WASH comment on IOM report
21 May 2013
Blood pressure throughout its range is the major cause of death responsible for just under 10,000,000 deaths per year. Lowering blood pressure has been shown in numerous trials over the last 50 years to be immensely beneficial in preventing strokes, heart attacks and heart failure, as well as the development of kidney disease.
Salt intake is one of the major factors that put up blood pressure and many trials throughout the world have shown that lowering salt intake lowers blood pressure. Indeed recent papers in the BMJ confirm that reducing salt intake down to 3g a day causes falls in blood pressure both in those patients with high blood pressure and also those with normal blood pressure. These benefits would translate into very large reductions in strokes, heart attacks and heart failure.
The Centre for Disease Control in the United States asked the IOM for a review of the evidence that reducing sodium intake did reduce clinical outcomes. It was not a review of the evidence of salt on blood pressure.
A previous IOM report Evaluation of biomarkers and sodium outcome in 2010 made very strong statements that blood pressure stands apart as a valid proxy for hard outcomes i.e. anything that lowers blood pressure will be beneficial. The limited nature of the IOM report is correct in stating that when salt intake is below 5g there are no hard clinical outcomes as no properly controlled studies have been done.
There was a weak association between the measurement of the lower salt intake and increased mortality. However these studies were extensively reviewed previously in the American Heart Association. As stated there, and the IOM report agrees, these studies were methodologically flawed, particularly the method whereby sodium intake was assessed / inadequate and likely to be wrong. But most importantly of all, that reverse causality had not been considered - that is that patients who are ill lose their appetite and do not eat salt and will therefore have a lower salt intake however badly it is measured. They are more likely to die not because of the low salt intake but because they are ill. This is particularly true in the studies that this refers to as most of these patients either had severe renal failure, severe diabetes and high blood pressure. Many of them were on treatments that included drugs that blocked the renin angiotensin system and diuretics, and many of them had low blood pressures and in spite of this, had further blood pressure therapy added in. These patients do not represent the average person of the population, and are likely to be in a particular danger of having salt intake further reduced if they are already sodium depleted, unless the dose of the drugs that they are on is adjusted. This is something that is well known in clinical medicine and one would be very careful about advising a low salt diet in someone who has low blood pressure and on multiple blood pressure lowering drugs including diuretics.
The only randomised controlled trials that have been done are one group in Italy, which has focused on heart failure. These studies were done in patients with severe heart failure who were on very large doses of diuretics – drugs that get rid of salt and water – as well as drugs that inhibit the renin angiotensin system. It is well known in this situation it is extremely dangerous to reduce salt intake unless patients are carefully assessed, because many of them will be salt deficient before being put on the low salt diet and will need the dose of diuretics to be adjusted.

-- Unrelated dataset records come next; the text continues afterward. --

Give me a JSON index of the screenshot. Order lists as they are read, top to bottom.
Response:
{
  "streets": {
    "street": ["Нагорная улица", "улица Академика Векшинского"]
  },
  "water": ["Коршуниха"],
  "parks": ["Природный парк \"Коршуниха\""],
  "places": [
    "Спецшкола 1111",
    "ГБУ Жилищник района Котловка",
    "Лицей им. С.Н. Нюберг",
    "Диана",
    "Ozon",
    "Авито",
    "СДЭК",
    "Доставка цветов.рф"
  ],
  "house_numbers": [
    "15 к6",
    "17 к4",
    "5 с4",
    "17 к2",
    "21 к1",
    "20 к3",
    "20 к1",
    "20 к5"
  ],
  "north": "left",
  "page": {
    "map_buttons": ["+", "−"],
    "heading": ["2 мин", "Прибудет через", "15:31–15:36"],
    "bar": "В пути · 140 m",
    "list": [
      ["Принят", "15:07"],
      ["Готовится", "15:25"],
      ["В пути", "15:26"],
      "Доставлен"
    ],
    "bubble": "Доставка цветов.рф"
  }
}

The trials that were done by the group in Italy did not change the dose of diuretics and they were randomised to either a normal or low salt diet. Many would consider these trials to be unethical as this is not what would happen in clinical practice in these very ill patients. If salt intake was going to be reduced, very careful assessment of patients would be made and their dose of drugs would be adjusted. Not surprisingly the study did show that where the doses of the diuretics were not reduced, salt restriction did lead to some adverse effects in these very ill patients.
Indeed it has been known for many years that in these types of patients, patients with Addison’s Disease who have adrenal failure, patients on dialysis need to be cautioned about restricting their salt intake too severely without medical advice.
These studies in any case are completely irrelevant to the public health implications of modest to moderate salt reduction in the whole population, not in these very ill patients.
Salt reduction remains a critically important component of public health efforts designed to promote cardiovascular health and prevent cardiovascular disease.